Review: A Waste of Time #1

Artist(s): Rick Worley.

Twenty-something existential angst, anyone? In the shape of a fluffy rabbit talking about relationships, sex, politics, and being downbeat about it.
The first issue of Rick Worley’s A Waste of Time1 made me laugh out loud more than once. His rabbit persona follows the time-honored tradition of animals being used as masks, and choosing a symbol of cuteness only to subvert it is probably the more revealing trick the author is using here.
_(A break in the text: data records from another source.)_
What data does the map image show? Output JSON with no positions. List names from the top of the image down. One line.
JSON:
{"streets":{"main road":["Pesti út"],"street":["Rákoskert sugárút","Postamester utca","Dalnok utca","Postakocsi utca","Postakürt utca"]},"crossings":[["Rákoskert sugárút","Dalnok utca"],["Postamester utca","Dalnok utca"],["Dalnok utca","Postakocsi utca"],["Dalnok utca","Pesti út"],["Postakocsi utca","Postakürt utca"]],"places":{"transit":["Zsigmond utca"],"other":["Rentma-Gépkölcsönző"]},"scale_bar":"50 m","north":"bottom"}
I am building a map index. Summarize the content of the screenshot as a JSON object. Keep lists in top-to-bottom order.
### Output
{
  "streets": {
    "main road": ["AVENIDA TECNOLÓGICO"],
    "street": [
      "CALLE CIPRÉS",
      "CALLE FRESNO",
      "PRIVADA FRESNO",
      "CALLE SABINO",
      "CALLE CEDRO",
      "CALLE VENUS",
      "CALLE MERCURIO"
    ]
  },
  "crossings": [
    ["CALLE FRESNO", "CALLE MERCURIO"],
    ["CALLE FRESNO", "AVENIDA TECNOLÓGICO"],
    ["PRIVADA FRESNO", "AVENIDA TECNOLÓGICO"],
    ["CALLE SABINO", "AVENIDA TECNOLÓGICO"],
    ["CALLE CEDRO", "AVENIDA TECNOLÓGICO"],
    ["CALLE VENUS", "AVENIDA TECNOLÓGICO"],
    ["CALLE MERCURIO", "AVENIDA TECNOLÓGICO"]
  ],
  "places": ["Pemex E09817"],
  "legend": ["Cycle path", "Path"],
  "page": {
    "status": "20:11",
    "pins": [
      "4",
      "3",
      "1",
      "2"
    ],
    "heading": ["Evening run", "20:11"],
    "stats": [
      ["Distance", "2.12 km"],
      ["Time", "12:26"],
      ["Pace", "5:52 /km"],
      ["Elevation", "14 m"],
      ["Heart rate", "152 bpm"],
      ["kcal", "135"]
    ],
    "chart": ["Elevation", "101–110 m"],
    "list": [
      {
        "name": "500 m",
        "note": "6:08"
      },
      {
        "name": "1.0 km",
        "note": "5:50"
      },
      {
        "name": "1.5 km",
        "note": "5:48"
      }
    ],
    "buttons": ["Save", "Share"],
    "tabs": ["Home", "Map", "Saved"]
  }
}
What I especially liked about this collection of strips drawn over the last two years is the openness of the feelings and thoughts expressed here: it seems to me that for all his apparent cynicism, Worley wears his heart on his sleeve and can’t help looking like, well, a rabbit caught in the headlights, wondering “Is this really what the world is like? Is there no hope, no possibility of love?”
The redeeming feature of all this questioning is the self-deprecating humor present throughout the strips (“I hate the way I hate myself”), which seems to show that the author isn’t fooled by his own tendency toward self-pity (or, again, what seems like such a tendency).
The art is definitely of the less-is-more school, and the progress between the early strips from 2006 and the more recent ones is obvious: the line is more assured, the shading gives more consistence to this theater of the absurd. In a word, the newer strips are more convincing.
I hope Rick Worley will keep working with his little rabbit (that sounds vaguely dirty, doesn’t it?). We need more fluffy animals spouting obscenities and cursing politicians.


Notes:
  1. The comic can be bought from the publisher, who’s So Super Duper author Brian Andersen, and the author has a website.